#### What to work on
Reproduce all lines of the listing below in which the word "controls" occurs.

#### Records for this exercise
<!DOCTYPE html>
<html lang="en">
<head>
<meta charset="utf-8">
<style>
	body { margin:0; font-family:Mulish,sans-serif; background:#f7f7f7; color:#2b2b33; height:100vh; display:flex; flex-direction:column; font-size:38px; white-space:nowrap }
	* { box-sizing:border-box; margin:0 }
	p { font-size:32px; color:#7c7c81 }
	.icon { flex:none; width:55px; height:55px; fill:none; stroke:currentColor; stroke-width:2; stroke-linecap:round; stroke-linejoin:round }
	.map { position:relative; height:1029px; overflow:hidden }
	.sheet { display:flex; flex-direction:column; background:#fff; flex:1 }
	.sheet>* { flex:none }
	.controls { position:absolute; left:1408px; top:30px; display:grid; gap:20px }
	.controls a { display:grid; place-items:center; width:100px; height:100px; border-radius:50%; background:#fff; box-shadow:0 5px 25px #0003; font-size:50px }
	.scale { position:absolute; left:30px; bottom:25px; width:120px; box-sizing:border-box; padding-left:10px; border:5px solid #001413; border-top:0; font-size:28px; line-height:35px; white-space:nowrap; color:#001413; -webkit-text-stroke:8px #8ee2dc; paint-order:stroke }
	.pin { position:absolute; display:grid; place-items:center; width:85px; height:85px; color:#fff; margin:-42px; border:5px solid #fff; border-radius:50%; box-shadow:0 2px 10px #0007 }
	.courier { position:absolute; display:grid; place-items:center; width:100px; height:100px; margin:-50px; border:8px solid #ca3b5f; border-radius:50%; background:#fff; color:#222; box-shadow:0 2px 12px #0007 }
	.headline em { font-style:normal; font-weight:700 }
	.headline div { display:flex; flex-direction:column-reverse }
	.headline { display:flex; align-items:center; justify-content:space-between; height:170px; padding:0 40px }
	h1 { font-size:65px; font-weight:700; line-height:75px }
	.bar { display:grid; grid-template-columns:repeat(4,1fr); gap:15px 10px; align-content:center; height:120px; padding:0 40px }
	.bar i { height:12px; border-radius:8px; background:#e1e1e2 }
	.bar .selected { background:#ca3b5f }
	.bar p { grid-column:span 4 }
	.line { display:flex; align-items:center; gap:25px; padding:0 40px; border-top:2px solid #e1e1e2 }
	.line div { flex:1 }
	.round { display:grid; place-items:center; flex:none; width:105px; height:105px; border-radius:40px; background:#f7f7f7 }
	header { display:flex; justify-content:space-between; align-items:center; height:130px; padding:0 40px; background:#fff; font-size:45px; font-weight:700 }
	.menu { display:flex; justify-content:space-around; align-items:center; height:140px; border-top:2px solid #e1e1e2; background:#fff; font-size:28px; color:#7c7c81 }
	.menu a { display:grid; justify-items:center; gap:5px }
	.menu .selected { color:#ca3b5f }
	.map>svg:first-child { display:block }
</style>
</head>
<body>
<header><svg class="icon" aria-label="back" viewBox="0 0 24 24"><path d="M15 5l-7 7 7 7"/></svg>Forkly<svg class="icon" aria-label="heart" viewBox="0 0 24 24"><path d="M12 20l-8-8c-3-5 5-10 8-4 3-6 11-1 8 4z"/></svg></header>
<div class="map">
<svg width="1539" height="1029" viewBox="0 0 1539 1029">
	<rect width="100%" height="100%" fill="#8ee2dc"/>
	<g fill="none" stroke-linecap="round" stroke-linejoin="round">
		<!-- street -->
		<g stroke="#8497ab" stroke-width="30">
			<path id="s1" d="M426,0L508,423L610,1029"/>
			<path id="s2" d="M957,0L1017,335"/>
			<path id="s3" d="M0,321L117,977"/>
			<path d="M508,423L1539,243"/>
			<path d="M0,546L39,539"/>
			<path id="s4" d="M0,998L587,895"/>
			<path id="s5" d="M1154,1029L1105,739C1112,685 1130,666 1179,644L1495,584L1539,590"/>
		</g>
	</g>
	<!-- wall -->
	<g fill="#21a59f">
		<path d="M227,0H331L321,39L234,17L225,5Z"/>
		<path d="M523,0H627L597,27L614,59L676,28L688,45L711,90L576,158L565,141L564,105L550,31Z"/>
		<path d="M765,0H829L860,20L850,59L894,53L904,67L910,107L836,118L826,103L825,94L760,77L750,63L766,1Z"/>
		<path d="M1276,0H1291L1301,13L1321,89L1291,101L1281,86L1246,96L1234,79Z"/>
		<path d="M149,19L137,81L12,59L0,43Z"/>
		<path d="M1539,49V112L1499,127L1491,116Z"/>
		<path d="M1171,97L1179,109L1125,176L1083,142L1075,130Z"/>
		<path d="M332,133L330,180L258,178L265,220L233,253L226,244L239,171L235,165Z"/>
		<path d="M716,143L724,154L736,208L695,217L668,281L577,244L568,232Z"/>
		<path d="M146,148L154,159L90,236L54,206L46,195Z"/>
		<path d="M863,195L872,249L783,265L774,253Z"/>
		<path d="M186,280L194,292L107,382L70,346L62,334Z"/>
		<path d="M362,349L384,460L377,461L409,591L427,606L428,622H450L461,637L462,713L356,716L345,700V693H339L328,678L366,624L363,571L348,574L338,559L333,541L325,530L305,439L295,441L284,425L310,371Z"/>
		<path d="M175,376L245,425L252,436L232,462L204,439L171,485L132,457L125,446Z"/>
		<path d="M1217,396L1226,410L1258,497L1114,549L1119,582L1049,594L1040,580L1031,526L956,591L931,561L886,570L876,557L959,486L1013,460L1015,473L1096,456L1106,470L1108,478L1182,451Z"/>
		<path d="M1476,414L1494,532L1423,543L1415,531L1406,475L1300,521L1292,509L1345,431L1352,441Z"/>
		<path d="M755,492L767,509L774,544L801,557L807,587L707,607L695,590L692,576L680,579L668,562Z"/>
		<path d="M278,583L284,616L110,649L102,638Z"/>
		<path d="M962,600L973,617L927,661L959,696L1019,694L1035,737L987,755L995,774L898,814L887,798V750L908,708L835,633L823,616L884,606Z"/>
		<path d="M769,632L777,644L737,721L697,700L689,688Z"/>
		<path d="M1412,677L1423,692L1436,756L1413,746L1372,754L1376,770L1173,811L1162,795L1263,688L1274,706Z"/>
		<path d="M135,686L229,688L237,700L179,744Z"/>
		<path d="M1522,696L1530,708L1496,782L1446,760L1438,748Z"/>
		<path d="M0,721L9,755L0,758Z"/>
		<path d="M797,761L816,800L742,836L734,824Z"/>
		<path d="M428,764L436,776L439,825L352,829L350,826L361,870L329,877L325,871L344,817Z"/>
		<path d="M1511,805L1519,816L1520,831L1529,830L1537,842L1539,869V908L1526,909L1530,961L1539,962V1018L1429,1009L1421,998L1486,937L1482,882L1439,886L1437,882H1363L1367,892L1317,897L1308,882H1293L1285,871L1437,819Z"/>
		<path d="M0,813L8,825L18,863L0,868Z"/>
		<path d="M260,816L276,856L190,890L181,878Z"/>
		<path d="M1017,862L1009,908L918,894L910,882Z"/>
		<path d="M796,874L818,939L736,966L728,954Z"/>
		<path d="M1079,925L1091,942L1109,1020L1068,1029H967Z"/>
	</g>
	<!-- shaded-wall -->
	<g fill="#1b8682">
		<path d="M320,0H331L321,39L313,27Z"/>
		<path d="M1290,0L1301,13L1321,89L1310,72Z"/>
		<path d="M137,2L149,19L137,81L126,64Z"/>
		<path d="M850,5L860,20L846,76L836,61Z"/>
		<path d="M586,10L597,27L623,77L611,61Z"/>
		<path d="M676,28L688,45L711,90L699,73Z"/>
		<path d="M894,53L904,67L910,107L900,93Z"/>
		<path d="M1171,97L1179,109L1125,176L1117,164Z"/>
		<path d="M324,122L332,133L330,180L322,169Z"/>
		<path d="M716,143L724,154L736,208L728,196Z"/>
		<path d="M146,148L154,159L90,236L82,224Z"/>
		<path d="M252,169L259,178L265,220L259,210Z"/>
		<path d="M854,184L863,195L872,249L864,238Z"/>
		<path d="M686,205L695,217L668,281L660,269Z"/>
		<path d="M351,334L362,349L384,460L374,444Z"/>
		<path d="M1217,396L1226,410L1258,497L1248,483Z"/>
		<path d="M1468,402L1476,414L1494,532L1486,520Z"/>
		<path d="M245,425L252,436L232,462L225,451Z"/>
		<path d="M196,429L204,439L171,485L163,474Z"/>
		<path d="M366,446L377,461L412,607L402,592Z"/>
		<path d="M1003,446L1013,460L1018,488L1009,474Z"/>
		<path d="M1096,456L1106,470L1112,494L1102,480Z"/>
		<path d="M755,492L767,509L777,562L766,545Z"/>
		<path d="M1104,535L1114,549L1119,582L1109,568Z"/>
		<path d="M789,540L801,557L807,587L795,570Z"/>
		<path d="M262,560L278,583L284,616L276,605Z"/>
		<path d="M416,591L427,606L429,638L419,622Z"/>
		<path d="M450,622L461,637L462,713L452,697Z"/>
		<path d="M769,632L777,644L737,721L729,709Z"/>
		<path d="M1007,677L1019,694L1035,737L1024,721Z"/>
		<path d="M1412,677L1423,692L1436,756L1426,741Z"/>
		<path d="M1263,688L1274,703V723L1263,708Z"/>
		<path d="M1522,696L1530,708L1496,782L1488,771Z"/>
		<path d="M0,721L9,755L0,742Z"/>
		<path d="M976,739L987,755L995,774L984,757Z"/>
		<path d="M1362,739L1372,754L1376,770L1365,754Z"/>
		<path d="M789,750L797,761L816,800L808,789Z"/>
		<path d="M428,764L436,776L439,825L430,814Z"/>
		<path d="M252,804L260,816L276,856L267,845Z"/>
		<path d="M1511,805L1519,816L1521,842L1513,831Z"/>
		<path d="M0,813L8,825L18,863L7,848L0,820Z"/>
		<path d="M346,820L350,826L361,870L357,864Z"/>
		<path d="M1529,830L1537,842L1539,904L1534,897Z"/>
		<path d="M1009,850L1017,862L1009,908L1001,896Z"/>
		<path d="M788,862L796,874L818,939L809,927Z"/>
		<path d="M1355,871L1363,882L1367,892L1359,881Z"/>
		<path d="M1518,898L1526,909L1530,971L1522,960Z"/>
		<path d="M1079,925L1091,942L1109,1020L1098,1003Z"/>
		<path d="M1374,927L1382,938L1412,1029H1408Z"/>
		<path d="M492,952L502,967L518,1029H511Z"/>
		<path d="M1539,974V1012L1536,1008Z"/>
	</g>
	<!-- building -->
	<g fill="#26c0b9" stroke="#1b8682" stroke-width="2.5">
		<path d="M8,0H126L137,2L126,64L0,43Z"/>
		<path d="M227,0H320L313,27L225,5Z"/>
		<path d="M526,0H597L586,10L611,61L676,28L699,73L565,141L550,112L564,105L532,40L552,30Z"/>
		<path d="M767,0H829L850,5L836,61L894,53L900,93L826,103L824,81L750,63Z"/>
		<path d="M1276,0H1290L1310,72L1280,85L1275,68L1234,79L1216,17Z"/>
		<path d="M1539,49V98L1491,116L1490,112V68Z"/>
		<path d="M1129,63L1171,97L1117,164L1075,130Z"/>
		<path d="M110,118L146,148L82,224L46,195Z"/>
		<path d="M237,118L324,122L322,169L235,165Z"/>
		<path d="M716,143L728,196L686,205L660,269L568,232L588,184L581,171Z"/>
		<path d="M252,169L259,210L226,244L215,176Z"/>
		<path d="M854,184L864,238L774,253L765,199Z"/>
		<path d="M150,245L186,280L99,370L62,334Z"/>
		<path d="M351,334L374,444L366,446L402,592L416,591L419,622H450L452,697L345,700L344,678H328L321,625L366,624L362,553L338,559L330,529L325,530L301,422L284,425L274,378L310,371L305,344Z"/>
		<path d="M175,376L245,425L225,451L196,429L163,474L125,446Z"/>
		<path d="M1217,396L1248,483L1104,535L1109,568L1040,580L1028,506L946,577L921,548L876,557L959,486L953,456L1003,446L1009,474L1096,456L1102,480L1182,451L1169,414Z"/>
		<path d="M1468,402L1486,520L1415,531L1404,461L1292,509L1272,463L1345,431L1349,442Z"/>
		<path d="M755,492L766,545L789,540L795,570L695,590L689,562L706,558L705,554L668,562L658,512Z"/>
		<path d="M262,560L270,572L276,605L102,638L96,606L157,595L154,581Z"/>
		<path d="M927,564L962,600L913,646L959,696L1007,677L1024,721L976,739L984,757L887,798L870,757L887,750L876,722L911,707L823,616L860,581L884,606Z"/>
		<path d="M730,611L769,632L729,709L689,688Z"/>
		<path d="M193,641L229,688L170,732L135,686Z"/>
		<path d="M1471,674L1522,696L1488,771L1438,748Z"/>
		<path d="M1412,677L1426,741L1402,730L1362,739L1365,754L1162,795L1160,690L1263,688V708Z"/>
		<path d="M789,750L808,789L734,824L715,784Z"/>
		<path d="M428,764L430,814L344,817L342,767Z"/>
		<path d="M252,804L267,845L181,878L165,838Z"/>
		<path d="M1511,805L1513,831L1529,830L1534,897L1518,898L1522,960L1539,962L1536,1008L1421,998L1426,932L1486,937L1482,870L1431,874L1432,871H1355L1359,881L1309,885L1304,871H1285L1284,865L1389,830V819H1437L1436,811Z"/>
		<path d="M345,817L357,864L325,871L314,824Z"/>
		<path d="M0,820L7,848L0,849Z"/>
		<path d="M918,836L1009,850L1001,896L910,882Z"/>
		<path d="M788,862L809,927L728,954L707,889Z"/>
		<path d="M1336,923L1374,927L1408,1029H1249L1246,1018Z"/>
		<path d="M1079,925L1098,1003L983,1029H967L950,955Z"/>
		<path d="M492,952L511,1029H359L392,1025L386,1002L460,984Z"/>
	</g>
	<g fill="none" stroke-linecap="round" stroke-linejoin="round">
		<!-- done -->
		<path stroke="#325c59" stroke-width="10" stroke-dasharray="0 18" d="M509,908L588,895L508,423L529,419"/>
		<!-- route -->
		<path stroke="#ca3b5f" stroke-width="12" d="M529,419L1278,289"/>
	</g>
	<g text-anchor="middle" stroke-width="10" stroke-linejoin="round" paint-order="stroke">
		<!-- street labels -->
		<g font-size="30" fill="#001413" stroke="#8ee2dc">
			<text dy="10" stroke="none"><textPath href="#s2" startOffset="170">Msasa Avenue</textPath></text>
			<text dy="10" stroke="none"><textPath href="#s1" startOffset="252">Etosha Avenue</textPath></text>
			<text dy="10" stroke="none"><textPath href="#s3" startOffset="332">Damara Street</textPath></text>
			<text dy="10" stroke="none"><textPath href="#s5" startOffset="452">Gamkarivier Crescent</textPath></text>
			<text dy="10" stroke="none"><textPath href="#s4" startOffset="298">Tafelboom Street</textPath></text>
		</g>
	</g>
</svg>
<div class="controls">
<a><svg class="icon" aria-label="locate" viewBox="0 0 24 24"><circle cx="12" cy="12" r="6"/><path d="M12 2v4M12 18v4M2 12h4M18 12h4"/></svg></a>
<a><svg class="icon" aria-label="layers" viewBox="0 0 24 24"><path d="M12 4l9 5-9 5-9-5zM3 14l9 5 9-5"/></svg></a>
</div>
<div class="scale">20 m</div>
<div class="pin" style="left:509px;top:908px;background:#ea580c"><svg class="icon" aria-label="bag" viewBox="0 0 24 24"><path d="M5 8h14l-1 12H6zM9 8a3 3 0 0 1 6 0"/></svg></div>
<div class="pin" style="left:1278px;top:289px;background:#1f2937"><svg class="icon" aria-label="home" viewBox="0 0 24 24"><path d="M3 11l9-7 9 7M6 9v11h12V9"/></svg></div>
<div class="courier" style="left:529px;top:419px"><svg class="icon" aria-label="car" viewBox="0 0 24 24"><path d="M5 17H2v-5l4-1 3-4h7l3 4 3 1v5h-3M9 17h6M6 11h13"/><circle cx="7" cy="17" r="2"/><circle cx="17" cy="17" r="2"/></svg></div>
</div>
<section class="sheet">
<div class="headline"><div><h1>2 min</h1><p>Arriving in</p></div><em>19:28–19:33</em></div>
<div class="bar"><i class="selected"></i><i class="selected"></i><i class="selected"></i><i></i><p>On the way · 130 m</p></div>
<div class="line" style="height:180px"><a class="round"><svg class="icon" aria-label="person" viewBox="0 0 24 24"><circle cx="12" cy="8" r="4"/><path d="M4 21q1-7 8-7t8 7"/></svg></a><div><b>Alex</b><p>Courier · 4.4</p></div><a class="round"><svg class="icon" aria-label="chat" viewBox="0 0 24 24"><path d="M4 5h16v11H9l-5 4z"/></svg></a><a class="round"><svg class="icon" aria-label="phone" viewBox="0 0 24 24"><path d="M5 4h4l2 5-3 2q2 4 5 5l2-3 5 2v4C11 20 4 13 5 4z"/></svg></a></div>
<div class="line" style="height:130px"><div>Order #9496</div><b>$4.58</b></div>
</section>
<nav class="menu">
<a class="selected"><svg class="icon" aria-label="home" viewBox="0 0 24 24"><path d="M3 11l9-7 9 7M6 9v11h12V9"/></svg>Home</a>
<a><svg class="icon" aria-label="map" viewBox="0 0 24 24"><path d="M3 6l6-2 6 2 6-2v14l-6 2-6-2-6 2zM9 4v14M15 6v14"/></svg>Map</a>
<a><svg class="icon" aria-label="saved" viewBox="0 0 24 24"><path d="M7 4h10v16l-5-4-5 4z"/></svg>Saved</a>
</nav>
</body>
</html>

#### Response to the task
	.controls { position:absolute; left:1408px; top:30px; display:grid; gap:20px }
	.controls a { display:grid; place-items:center; width:100px; height:100px; border-radius:50%; background:#fff; box-shadow:0 5px 25px #0003; font-size:50px }
<div class="controls">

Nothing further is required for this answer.